The findings of a recent study reveal that symptomatic respiratory virus infection is independently associated with the occurrence of chronic lung allograft dysfunction (CLAD), a complication in lung transplant recipients. The researchers evaluated 250 adults who received a lung transplant at the University of Washington Medical Center between January 2007 and May 2012 to determine whether patients who develop respiratory virus infections were more likely to develop CLAD, according to Healio. The researchers adjusted for age, type of transplantation, acute rejection, and cytomegalovirus pneumonia.

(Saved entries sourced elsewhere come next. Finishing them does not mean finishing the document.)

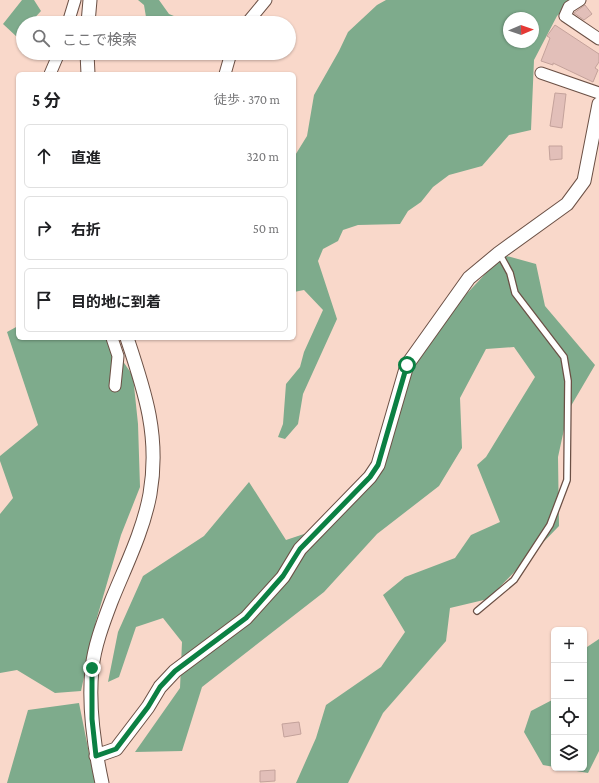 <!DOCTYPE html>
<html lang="ja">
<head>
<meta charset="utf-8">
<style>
  :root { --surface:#fff; --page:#f2f2f2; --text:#202124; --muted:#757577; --line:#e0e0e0 }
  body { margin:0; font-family:"Crimson Pro","Noto Sans JP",serif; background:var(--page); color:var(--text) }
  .controls { position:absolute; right:12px; bottom:12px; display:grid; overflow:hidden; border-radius:6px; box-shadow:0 1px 3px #0004 }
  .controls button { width:36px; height:36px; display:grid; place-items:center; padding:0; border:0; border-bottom:1px solid var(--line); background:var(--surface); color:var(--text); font:20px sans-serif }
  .compass { position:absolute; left:503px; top:12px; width:36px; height:36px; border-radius:50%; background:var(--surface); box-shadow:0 1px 3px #0004; rotate:88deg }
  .stop { position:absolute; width:12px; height:12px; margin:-9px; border:3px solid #0b8043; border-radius:50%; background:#fff }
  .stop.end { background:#0b8043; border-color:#fff; box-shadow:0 1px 4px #0008 }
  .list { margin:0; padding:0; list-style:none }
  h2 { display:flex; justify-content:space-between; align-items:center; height:52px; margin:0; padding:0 16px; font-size:17px }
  h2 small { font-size:13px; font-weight:400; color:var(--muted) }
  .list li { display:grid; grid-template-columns:26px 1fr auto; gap:12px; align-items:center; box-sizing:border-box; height:64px; margin:0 8px 8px; padding:0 8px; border:1px solid var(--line); border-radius:6px }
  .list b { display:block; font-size:15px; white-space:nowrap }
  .list em { font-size:13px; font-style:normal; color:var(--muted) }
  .icon { flex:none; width:22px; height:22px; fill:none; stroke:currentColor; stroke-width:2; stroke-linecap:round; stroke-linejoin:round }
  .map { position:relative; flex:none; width:599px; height:783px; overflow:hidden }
  .search { position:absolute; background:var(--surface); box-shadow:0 1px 3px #0004; left:16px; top:16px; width:280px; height:44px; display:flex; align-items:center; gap:10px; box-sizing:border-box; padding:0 14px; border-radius:22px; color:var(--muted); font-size:15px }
  .panel { position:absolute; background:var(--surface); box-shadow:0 1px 3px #0004; left:16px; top:72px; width:280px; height:268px; border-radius:6px }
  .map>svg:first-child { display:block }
  .forest { fill:#7eab8c; fill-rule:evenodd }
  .building { fill:#e2bfb9; stroke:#c4a29b }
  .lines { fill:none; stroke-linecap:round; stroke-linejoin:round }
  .service-casing { stroke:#6b5045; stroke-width:8 }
  .minor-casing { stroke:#6b5045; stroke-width:13 }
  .tertiary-casing { stroke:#6b5045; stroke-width:15 }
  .service { stroke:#fff; stroke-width:5.5 }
  .minor { stroke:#fff; stroke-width:11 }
  .tertiary { stroke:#fff; stroke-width:13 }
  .route { stroke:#0b8043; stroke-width:5 }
</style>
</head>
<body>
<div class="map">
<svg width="599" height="783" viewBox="0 0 599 783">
  <rect width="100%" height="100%" fill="#f9d8ca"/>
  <path class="forest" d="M22,0h12l7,11 -11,12h-7v8l-6,6 -14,-13z
    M138,0h21l10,14 22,9h-44l-3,-18z
    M386,0h188l-17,16 -23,44 -3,70 -22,5 -27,31 -33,9 -16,12 -12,15 -13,9 -8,13 -42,1 -15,5 -5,11 -15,8 -5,12 19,58 -34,75 -5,30 -13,15 -7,-2 5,-13 3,-40 14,-17 4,-15 19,-42 -19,-20 -10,2v-135l13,-21 7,-41 25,-44 9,-19 29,-27zM509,18h24v24h-24z
    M160,53h18l-8,7z
    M503,255l33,9 9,42 50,59 -27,46 -10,46 1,69 -71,73 -38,9 -4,33 -63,72 -35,70h-52l20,-45 10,-33 55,-38 24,-35 -22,-37 22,-18 50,-19 16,-23 29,-13 -23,-57 9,-8 49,-80 -21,-30 -28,2 -26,49 2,50 -23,38 -62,48 -53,58 -122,95 -20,64 -47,1 45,-64 2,-46 -19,-24 -27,9 -17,50 -11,5 10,-50 25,-56 61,-40 45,-54 37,58 30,-10 65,-60 28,-103 49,-64z
    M18,326v12h89l26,38 5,48 2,63 -19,48 -25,86 -15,70 -26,2 -38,-23 -17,3v-159l13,-16 -13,-37v-5l38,-31 -31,-93z
    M599,639v112l-11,22 -29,-5h25v-119z
    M554,699v68l-11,-2 -19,-33 7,-21z
    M79,703l16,80h-88l21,-73z"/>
  <path class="building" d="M585,5l7,9 -8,6 -10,-7z
    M555,25l44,29v8l-4,6 3,2 -5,12 -40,-19v2l-12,-4 9,-23 -3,-2z
    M555,93l11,1 -4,34 -12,-2z
    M549,146h13v13l-12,1z
    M299,722l2,12 -17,3 -2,-13z
    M275,770v11l-15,1v-11z"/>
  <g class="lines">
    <defs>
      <path id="service" d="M477,611l37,-31 36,-55 17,-45 1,-99 -4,-24 -49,-64 -5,-20 -11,-20"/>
      <path id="minor" d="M580,0l-11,7 -4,9 34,23
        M68,23l7,-23
        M247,23l19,-23
        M541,73l58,20
        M50,74l9,-21
        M225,74l6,-21
        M112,338l6,18 -3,30"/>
      <path id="tertiary" d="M88,23l2,-23
        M87,53l1,21
        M96,756l20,-7 32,-42 12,-20 15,-16 71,-53 37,-41 17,-28 70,-72 8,-12 29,-100 62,-87 30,-25 68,-49 17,-23 15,-77
        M102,783c-8,-37 -14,-76 -10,-114 2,-22 11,-46 19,-67 14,-35 32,-70 39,-108 10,-58 -5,-102 -23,-156"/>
    </defs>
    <use href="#service" class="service-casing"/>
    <use href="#minor" class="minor-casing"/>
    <use href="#tertiary" class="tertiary-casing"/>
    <use href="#service" class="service"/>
    <use href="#minor" class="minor"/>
    <use href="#tertiary" class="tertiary"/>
  </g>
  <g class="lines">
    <path class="route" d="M92,668v51l4,37 20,-7 32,-42 12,-20 15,-16 71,-53 37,-42 17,-27 70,-72 8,-12 29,-100"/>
  </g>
</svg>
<div class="controls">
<button>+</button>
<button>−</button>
<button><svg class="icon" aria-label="locate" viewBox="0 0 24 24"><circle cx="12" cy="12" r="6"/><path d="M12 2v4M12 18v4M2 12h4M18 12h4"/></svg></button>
<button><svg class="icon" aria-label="layers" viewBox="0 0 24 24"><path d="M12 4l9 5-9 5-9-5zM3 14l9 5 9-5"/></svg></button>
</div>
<svg class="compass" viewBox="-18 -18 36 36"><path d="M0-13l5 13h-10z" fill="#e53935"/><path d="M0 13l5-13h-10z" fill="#757577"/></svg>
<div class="stop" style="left:407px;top:365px"></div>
<div class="stop end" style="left:92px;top:668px"></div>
<div class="search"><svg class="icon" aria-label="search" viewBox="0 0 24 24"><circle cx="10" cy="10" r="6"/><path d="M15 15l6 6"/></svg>ここで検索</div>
<section class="panel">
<h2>5 分<small>徒歩 · 370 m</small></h2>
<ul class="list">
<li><svg class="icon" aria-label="ahead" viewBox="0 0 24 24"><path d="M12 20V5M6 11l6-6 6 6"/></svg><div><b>直進</b></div><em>320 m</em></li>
<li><svg class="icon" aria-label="right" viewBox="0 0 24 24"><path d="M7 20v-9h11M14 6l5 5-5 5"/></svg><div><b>右折</b></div><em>50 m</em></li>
<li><svg class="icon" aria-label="arrive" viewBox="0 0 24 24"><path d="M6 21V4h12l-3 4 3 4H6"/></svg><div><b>目的地に到着</b></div></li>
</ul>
</section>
</div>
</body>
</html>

A total of 50 patients were diagnosed with CLAD within a median duration of 95 weeks post-transplantation and 79 patients experienced 114 respiratory virus infections, with a median time of 19 weeks to first injection. Among patients who developed CLAD, 42% of patients had at least one respiratory virus infection versus 28% who did not develop CLAD.
The Healio news report indicates that patients with respiratory virus infections were at an increased risk of developing CLAD 3 months (HR = 4.77; 95% CI, 1.91-11.64), 6 months (HR = 3.37; 95% CI, 1.5-7.54) and 12 months (HR = 2.44; 95% CI, 1.2-4.96) after infection. A similar trend was also observed in the composite endpoint of CLAD and death. The risk was greatest at 3 months and gradually declined by 12 months.
The researchers concluded that the relationship between respiratory virus infection and CLAD warrants further research in a large, multicenter study. The researchers write, “If the association were confirmed in future prospective studies, at a minimum, it could identify specific patients at increased risk for development of [chronic lung allograft dysfunction (CLAD)] who could then be entered into trials of preventative or treatment strategies.”